Biologists once thought animal play was utilitarian: colts and fawns kick up their heels to develop muscles, for instance. I recall old nature documentaries narrating that wolf pups are play-fighting to hone skills they’ll need to survive; what appears to be fun merely serves an evolutionary purpose. If a tiger-kitten pouncing on a bug was shown, we were assured it would make them better hunters later on. It made perfect sense; so obvious that no one bothered to fact-check.
For ages, we were loathe to grant other animals qualities akin to ours. If anyone suggested another species might have a rich social life or feel emotions, some lab-coat “expert” would peer over horn-rimmed glasses and dismiss the apostate with the tired utterance, “One mustn’t anthropomorphize.”
That’s hilarious. Humans are one primate among 8.7 million animal species worldwide. Claiming we are the sole animal with characteristics like social bonds or feelings is not only illogical; it’s the height of hypocrisy.
Assessing the function of play in animals’ lives is time-consuming. Dr. Lynda Sharpe, a researcher at Australian National University in Canberra, spent five years observing meerkats, desert-dwelling carnivores. In her May 2011 Scientific American article on animal play, she says young meerkats that fought the most did not make better adult fighters, and play-hunting did not predict real hunting success. However, she found that extra-playful meerkats were more nurturing as parents, and reared more offspring per litter.

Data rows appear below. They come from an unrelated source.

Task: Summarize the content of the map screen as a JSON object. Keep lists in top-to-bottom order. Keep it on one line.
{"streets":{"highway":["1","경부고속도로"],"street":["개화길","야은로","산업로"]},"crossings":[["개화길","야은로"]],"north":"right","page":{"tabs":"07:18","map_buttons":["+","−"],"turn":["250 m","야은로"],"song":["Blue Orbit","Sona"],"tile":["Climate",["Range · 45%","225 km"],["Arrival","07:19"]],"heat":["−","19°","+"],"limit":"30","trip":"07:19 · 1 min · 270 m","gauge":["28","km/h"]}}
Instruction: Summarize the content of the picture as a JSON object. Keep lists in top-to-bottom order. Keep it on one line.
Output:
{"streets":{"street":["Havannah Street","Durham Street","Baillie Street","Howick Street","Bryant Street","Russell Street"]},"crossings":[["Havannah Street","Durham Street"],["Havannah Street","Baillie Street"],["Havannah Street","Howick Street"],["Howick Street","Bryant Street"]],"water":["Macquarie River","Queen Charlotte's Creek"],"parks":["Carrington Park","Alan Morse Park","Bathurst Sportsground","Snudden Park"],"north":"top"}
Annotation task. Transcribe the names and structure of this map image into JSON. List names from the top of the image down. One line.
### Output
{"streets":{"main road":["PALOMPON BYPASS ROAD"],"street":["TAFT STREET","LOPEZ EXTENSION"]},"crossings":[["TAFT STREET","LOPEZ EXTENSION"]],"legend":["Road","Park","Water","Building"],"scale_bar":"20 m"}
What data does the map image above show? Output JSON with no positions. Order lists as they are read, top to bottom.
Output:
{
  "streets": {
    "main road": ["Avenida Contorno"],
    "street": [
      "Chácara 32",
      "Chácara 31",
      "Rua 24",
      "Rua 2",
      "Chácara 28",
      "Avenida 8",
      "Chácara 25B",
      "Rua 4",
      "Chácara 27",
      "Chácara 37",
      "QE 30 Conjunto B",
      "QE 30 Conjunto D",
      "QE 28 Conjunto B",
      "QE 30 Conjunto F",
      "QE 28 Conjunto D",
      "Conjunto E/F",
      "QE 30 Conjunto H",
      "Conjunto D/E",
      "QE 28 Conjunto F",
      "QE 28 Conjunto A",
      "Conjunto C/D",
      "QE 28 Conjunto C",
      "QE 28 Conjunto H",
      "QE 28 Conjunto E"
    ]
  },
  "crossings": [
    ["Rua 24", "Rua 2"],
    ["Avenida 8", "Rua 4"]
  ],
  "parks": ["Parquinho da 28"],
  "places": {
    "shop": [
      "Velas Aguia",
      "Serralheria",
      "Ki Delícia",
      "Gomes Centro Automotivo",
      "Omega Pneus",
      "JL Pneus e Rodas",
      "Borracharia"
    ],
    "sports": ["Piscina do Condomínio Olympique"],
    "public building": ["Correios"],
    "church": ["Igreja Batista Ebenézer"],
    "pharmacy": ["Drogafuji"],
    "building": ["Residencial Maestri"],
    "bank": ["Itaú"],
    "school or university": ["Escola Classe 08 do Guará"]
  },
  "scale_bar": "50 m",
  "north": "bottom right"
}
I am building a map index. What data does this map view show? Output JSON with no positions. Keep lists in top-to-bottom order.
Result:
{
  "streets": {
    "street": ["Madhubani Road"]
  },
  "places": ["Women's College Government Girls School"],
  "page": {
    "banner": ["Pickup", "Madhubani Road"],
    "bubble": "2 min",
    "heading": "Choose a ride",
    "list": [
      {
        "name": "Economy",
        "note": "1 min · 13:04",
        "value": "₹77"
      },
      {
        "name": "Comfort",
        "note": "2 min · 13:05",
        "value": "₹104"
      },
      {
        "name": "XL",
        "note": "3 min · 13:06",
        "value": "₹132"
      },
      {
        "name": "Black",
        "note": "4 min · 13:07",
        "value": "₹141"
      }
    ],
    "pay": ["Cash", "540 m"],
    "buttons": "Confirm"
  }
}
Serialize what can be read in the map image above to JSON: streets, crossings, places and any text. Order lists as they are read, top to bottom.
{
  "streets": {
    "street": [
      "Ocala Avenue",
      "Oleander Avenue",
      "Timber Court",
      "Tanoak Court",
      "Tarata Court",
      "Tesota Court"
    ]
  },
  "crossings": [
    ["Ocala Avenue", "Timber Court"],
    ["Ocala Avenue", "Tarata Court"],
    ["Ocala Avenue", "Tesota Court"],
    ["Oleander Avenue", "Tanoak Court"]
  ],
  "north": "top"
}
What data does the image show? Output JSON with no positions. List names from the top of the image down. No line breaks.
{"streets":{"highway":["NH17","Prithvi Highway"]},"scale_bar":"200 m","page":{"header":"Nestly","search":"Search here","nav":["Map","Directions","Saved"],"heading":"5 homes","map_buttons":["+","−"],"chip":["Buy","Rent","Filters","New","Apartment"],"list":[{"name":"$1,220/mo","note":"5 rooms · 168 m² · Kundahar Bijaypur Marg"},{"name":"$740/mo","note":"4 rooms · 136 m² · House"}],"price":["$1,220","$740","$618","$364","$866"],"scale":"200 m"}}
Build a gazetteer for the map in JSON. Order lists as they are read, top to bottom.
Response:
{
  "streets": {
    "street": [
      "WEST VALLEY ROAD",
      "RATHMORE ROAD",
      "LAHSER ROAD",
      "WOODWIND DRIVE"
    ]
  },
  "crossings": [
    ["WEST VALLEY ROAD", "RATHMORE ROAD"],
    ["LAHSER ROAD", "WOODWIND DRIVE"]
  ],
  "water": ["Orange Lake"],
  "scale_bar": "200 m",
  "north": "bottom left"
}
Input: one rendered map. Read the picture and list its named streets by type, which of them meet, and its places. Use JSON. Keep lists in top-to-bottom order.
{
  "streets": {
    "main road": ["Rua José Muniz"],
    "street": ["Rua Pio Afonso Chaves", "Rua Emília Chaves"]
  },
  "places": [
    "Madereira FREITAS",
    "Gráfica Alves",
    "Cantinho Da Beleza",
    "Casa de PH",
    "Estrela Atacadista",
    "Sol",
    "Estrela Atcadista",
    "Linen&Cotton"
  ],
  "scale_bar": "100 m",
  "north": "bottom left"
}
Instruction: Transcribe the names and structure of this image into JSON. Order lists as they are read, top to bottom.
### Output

Sharpe cites research that shows a strong correlation, across numerous animal species, between time spent playing and brain size.
But kids don’t play because they’re concerned about brain development — they do it because it’s enjoyable. Adults play for the same reason. It looks as though other animals are no different: gulls just wanna have fun.
Take, for example, many critters that reside here in the United States. Ravens, whose intelligence is on par with 4-year-old humans, love to goof off, both youths and adults. They are known to drop various objects from a great height and then dive to retrieve them in mid-air. When I lived in New York State’s Adirondack region, I would routinely see them fly upside-down. They seemed to show off, swooping down right in front of me to perform a series of barrel-rolls before they disappeared from view.
Bernd Heinrich, professor emeritus in the biology department at the University of Vermont, says it is commonplace to see ravens in Alaska repeatedly sliding down snowy rooftops, sometimes holding twigs in their talons as snowboards. This has been documented in Canada’s Northwest Territories and other places as well. Crows, which are closely related to ravens, have even been seen using a plastic lid for a sled.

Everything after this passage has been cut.